Протопоп Аввакум стоял на позиции, что на Руси есть все достаточные основания – дух, культура, эксперимент, чтобы держаться своего.
Леонид Севастьянов: И не искать одобрения у греков и латинян.
Ну это, конечно, было чревато и опасной изолированностью края. Тема самодостаточности русского опыта в старообрядческом изводе интересна, но не в моде. Писатель Александр Архангельский, например, считает, что о обожателях русского современная интеллигенция чаще всего думает, как о дураках.
Леонид Севастьянов: Это демонизация русского, над этим постарались еще большевики, собственно, начав ее. В ответ я произнесу, что без этого мы обречены быть обезьянами Запада.
Желание подражать другой культуре в ущерб своей не может принести вящие результаты. Подражатель неконкурентоспособен.
Я связан с культурными проектами на Западе и знаю, как там нужна твоя аутентичность, добавочное знание, свежий, несходный голос. А подражание и высмеивание русского превращает нас в производителей всего вторичного.
Последний царь из рода Романовых начал политику скидки по отношению к староверам, и они, выйдя на сцену, оказали огромное влияние на культуру – на весь Серебряный век. Богатые вчерашние старообрядцы меценатствовали всему – от оперы до живописи.
Леонид Севастьянов: …и литературы. Максим Горестный жил на иждивении Саввы Морозова. Да что Максим Горький, Морозов спонсировал “Искру”. Мамонтов поддерживал Врубеля. У покупавшего Матисса Щукина – старообрядческие корни. По-моему, это все случилось потому, что у торговец старой веры нажива не была главной мотивацией. Их дело было аскетическим.
Сразу вспоминаешь, что писал об аскезе первых капиталистов Макс Вебер в своей знаменитой труду “Протестантская этика и дух капитализма”.
Леонид Севастьянов: Староверам трудно согласиться с тем, что капитализм – изобретение протестантов. Старообрядческая идеология являет нам капитализм как извечно русское явление. Константин Станиславский (Алексеев), например, из староверов. Можно пойти на улицу Солженицына и увидеть, что жилой дом Алексеевых стоит рядышком с фабрикой как ее неотделимая часть. Не было вот этого: тут рабочие – быдло, а я живу на Рублевке.

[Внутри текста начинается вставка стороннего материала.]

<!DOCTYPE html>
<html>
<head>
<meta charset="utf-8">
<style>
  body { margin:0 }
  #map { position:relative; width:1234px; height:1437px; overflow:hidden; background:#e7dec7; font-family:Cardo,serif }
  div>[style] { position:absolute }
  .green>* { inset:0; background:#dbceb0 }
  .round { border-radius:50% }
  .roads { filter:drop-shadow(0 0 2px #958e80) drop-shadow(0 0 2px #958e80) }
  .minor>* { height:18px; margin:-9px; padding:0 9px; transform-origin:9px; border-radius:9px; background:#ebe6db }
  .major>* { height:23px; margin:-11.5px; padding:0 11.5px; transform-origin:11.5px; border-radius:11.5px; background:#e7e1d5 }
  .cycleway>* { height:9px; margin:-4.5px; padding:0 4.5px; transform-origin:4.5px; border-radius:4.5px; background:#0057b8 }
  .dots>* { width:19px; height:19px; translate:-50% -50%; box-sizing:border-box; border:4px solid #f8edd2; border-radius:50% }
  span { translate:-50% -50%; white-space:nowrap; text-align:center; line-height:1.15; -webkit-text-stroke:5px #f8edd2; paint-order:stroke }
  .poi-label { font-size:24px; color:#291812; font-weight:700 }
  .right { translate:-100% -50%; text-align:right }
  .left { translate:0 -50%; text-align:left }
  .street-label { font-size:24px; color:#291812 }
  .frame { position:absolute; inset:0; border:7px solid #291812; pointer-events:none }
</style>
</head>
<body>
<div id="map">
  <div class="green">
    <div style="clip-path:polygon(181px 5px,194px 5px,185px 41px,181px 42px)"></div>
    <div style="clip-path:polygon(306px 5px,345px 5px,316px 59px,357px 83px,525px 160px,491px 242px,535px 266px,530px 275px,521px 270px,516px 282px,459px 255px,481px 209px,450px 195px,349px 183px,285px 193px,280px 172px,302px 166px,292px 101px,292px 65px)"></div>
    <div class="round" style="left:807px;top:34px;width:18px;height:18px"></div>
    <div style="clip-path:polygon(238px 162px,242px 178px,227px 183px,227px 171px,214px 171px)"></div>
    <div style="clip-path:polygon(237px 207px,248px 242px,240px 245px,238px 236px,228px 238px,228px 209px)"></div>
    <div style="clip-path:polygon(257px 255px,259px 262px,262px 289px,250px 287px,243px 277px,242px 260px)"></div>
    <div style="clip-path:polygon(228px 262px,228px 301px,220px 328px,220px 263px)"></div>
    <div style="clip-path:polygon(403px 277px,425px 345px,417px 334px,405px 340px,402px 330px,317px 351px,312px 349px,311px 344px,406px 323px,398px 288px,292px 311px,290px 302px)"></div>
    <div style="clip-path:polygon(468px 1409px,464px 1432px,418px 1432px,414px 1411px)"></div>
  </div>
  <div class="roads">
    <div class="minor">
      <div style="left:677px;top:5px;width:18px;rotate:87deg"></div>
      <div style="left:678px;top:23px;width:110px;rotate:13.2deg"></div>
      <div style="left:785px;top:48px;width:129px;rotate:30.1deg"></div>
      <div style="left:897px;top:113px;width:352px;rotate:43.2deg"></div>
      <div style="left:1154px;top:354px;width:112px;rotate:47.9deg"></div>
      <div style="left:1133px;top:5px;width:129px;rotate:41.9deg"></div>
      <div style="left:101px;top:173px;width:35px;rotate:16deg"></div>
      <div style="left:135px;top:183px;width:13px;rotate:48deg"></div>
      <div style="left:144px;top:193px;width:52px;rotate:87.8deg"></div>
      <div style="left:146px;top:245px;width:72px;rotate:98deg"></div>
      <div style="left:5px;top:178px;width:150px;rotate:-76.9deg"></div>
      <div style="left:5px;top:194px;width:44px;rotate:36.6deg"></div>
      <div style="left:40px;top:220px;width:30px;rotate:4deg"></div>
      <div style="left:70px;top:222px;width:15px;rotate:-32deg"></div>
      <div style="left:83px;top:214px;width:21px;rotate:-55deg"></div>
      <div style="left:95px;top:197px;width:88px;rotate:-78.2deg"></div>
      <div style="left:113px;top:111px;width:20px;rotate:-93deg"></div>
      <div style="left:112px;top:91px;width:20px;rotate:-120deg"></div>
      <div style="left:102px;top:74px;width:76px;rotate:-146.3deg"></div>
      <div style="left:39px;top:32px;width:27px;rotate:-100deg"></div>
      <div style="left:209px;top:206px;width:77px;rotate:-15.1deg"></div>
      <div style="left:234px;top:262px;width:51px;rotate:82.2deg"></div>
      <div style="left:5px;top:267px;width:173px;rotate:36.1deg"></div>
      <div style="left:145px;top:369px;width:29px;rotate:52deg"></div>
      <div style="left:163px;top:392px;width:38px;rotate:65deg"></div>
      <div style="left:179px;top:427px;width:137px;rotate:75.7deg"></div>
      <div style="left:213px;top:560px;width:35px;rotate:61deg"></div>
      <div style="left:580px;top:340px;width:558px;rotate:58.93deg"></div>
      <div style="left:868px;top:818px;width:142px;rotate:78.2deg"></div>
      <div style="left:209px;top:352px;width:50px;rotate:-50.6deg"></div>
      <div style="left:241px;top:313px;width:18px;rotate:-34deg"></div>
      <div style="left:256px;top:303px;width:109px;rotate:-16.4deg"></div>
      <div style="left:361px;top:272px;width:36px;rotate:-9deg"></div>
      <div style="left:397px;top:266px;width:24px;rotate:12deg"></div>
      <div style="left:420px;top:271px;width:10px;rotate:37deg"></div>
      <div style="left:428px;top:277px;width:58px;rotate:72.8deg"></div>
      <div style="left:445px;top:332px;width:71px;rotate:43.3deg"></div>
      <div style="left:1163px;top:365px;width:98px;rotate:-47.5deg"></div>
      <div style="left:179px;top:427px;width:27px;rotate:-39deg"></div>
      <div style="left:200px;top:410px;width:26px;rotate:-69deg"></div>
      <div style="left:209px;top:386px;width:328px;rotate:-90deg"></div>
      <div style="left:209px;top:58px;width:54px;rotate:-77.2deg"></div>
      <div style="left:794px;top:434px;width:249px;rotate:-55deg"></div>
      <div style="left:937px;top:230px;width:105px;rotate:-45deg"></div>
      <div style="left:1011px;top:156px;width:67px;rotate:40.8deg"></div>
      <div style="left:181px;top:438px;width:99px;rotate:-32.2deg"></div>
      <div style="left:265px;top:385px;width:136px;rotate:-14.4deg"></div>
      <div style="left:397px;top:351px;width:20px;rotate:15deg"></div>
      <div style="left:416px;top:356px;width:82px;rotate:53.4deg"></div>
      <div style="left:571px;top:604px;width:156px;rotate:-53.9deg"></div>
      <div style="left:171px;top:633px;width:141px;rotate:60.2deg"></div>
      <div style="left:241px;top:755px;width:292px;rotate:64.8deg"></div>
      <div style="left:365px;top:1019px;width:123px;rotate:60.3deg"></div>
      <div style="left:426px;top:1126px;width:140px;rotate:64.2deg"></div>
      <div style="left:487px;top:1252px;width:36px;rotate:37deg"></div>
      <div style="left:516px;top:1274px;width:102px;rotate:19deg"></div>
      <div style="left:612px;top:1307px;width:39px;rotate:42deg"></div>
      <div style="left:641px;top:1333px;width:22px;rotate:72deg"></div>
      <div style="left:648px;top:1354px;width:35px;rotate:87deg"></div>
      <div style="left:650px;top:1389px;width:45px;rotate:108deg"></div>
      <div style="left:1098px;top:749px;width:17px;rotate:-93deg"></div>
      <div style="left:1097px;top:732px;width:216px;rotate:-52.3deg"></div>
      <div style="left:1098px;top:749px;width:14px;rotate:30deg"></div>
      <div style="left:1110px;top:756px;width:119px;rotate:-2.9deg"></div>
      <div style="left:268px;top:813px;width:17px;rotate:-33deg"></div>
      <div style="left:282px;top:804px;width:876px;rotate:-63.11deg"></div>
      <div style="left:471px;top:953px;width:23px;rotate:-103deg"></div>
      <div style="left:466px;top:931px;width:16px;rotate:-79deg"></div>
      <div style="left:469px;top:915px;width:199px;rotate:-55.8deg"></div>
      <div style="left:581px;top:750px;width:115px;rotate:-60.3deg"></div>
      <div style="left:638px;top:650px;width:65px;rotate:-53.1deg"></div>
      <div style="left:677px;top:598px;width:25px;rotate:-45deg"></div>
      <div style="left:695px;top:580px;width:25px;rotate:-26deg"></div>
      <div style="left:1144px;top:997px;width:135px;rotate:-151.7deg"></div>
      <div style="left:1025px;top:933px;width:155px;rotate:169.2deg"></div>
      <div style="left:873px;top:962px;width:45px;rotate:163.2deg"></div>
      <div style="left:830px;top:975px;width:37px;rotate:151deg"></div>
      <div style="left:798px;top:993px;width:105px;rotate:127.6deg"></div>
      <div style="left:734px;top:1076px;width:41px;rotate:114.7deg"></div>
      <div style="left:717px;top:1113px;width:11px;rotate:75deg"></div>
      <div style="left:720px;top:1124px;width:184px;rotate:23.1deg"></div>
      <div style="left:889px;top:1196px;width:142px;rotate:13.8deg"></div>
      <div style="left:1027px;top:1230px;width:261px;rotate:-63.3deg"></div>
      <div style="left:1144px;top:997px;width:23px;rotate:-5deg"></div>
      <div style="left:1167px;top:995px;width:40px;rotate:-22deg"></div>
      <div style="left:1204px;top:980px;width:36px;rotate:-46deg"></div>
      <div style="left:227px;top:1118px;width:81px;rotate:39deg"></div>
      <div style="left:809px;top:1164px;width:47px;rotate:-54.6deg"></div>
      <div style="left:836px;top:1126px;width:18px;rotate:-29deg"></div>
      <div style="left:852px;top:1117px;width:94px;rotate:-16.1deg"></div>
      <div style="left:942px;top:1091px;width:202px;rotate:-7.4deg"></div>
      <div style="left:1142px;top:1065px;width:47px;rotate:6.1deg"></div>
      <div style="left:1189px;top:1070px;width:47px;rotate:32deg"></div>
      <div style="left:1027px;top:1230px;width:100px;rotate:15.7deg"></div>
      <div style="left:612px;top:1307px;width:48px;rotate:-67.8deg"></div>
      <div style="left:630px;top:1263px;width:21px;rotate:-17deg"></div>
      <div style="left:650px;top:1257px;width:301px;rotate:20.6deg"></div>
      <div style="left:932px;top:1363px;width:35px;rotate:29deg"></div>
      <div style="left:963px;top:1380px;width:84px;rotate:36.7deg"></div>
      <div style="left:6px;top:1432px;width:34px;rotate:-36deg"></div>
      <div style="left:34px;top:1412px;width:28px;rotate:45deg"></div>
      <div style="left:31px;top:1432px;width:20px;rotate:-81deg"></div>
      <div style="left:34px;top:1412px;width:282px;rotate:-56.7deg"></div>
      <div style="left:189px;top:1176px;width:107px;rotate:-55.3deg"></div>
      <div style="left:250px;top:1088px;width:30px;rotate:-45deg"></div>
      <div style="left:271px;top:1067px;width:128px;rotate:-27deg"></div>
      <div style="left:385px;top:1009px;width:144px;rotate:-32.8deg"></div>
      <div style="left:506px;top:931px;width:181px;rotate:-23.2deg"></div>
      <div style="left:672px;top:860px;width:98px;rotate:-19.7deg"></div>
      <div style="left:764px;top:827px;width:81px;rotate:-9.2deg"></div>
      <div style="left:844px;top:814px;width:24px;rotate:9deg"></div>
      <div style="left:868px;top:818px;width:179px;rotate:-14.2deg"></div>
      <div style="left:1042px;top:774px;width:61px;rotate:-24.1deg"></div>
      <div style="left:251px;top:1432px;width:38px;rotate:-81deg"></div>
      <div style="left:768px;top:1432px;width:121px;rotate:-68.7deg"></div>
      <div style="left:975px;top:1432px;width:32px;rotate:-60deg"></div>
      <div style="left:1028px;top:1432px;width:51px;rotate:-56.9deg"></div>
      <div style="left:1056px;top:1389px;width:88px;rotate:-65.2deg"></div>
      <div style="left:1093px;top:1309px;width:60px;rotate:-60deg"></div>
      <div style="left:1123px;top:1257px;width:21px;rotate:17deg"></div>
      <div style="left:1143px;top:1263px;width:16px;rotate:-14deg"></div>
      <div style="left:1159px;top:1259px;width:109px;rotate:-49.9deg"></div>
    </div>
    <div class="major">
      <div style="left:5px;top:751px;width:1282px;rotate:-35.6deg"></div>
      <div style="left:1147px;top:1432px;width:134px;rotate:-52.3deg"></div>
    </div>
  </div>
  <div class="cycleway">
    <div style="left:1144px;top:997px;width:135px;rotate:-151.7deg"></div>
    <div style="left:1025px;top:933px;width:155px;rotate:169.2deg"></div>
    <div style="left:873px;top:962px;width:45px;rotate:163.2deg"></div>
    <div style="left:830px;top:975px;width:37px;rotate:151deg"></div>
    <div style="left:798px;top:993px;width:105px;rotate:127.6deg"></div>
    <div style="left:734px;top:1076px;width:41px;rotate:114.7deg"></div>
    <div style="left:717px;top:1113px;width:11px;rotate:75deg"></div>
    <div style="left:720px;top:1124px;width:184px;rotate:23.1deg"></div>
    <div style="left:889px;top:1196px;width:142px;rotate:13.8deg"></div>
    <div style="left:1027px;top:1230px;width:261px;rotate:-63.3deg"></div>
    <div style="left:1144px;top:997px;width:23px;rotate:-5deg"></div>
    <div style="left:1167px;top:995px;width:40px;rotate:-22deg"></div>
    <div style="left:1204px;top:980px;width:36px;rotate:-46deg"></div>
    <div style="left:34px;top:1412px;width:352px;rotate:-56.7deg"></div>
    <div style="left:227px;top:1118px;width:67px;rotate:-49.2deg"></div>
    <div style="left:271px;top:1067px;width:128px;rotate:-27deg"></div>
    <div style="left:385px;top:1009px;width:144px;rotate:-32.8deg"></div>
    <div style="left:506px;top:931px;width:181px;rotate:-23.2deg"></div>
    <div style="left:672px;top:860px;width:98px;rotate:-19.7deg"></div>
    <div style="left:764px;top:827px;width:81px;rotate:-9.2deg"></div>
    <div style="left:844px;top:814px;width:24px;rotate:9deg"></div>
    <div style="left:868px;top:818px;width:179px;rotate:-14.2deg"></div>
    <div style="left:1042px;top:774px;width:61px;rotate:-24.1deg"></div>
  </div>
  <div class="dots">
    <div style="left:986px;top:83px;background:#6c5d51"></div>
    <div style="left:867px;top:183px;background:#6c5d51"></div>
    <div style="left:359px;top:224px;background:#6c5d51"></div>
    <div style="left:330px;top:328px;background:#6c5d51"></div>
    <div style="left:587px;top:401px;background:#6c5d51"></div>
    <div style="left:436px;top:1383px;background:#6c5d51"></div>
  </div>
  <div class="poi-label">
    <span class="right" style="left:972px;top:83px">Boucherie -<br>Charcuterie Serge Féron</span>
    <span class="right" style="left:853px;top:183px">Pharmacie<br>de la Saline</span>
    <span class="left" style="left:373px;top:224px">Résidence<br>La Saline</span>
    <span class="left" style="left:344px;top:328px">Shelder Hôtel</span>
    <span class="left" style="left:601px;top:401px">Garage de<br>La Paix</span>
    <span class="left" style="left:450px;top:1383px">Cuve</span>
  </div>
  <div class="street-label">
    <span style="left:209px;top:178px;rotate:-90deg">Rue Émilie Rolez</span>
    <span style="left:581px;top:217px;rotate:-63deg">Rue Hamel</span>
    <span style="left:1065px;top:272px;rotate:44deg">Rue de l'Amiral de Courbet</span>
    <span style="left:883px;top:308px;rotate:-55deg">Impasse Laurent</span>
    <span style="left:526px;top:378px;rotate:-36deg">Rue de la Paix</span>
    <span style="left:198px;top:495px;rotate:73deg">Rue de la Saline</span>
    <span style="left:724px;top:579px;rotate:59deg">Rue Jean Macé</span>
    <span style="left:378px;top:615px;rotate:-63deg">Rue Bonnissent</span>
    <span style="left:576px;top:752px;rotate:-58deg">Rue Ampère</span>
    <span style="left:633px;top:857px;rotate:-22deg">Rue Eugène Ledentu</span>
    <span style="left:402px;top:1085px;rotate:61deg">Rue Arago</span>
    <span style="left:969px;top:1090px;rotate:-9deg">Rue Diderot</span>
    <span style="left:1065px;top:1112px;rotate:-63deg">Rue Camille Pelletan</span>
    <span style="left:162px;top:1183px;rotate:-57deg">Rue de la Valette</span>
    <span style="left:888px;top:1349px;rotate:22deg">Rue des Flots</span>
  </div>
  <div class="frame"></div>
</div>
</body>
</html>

Какие толчки энергии, влияющие на цивилизацию или бизнес-развитие, идут от старообрядцев сейчас?
Леонид Севастьянов: Я стараюсь помогать интересным, развивающим Россию инициативам. Как меценат занимаюсь русской оперой, классической музыкой, хореографией, кино, документальным кино, выставками. Это работа не дореволюционного масштаба (ресурсы ограничены), но я надеюсь, что и другие современные бизнесмены припомнят о своих старообрядческих корнях и начнут вести себя более нравственно. То есть смотреть на деньги как на механизм благоустройства вселенной.
Конечно, наше влияние сегодня не очень заметно, но, по-моему, даже при одном проценте влияния надо сеять лучшее и надеяться на цветущие поля великодушных культур в будущем.